### ACTION ITEM
For every record that follows, write out the text exactly and omit the picture, if one is present.

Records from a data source
• • • •
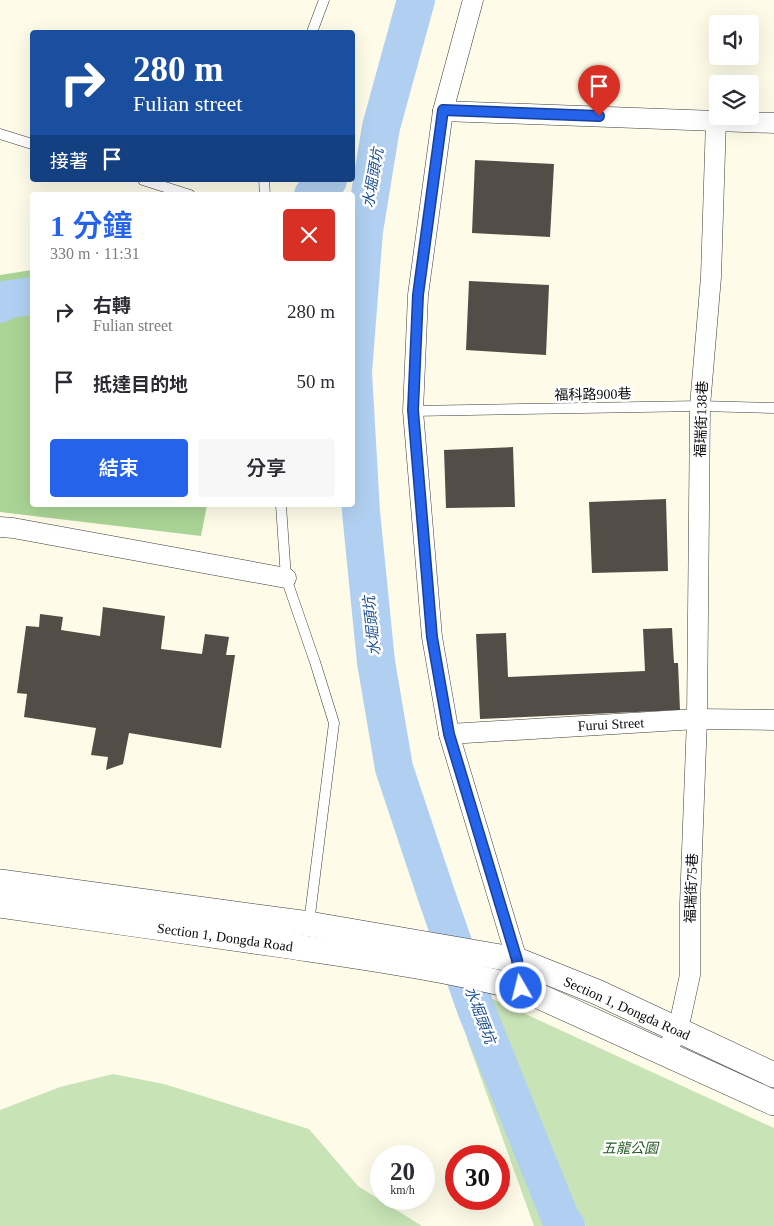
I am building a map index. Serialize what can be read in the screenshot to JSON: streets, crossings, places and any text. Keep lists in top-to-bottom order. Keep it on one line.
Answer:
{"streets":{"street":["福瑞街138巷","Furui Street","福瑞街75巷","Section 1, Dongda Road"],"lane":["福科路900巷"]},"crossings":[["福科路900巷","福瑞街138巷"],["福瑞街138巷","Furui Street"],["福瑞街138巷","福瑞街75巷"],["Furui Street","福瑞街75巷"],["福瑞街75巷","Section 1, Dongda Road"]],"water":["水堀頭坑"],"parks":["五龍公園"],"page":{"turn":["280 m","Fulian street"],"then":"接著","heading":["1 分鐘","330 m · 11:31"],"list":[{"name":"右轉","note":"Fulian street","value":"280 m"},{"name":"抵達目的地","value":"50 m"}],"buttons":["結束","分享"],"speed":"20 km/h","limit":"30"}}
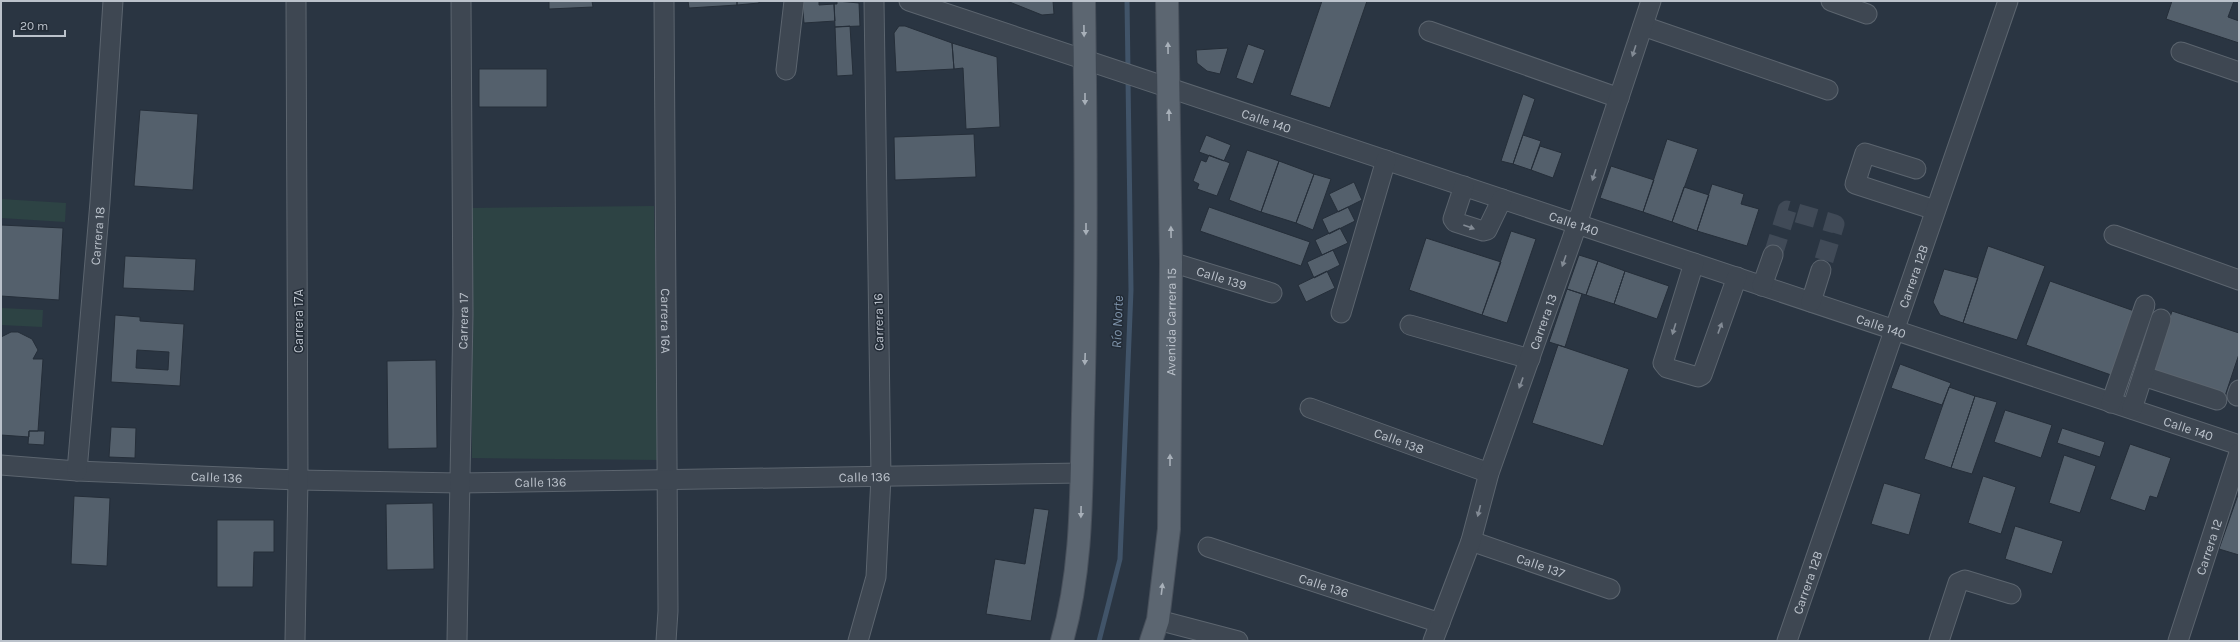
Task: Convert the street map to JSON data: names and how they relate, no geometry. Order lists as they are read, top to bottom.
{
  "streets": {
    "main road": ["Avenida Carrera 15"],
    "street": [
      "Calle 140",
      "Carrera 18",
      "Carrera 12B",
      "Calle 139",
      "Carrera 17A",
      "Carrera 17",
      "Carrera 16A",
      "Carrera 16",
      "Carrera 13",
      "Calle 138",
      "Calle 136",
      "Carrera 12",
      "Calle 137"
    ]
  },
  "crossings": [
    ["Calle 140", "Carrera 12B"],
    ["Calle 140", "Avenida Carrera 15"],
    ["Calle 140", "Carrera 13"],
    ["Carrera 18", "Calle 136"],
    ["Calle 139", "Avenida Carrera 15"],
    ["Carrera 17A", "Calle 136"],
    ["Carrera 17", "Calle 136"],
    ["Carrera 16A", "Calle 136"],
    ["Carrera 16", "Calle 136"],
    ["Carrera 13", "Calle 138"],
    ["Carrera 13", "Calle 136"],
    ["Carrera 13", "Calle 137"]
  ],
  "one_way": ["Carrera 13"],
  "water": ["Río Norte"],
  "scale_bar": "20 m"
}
• • • •
### THE ANSWER
I am building a map index. Serialize what can be read in the screenshot to JSON: streets, crossings, places and any text. Keep lists in top-to-bottom order. Keep it on one line.
Answer:
{"streets":{"street":["福瑞街138巷","Furui Street","福瑞街75巷","Section 1, Dongda Road"],"lane":["福科路900巷"]},"crossings":[["福科路900巷","福瑞街138巷"],["福瑞街138巷","Furui Street"],["福瑞街138巷","福瑞街75巷"],["Furui Street","福瑞街75巷"],["福瑞街75巷","Section 1, Dongda Road"]],"water":["水堀頭坑"],"parks":["五龍公園"],"page":{"turn":["280 m","Fulian street"],"then":"接著","heading":["1 分鐘","330 m · 11:31"],"list":[{"name":"右轉","note":"Fulian street","value":"280 m"},{"name":"抵達目的地","value":"50 m"}],"buttons":["結束","分享"],"speed":"20 km/h","limit":"30"}}
Task: Convert the street map to JSON data: names and how they relate, no geometry. Order lists as they are read, top to bottom.
{
  "streets": {
    "main road": ["Avenida Carrera 15"],
    "street": [
      "Calle 140",
      "Carrera 18",
      "Carrera 12B",
      "Calle 139",
      "Carrera 17A",
      "Carrera 17",
      "Carrera 16A",
      "Carrera 16",
      "Carrera 13",
      "Calle 138",
      "Calle 136",
      "Carrera 12",
      "Calle 137"
    ]
  },
  "crossings": [
    ["Calle 140", "Carrera 12B"],
    ["Calle 140", "Avenida Carrera 15"],
    ["Calle 140", "Carrera 13"],
    ["Carrera 18", "Calle 136"],
    ["Calle 139", "Avenida Carrera 15"],
    ["Carrera 17A", "Calle 136"],
    ["Carrera 17", "Calle 136"],
    ["Carrera 16A", "Calle 136"],
    ["Carrera 16", "Calle 136"],
    ["Carrera 13", "Calle 138"],
    ["Carrera 13", "Calle 136"],
    ["Carrera 13", "Calle 137"]
  ],
  "one_way": ["Carrera 13"],
  "water": ["Río Norte"],
  "scale_bar": "20 m"
}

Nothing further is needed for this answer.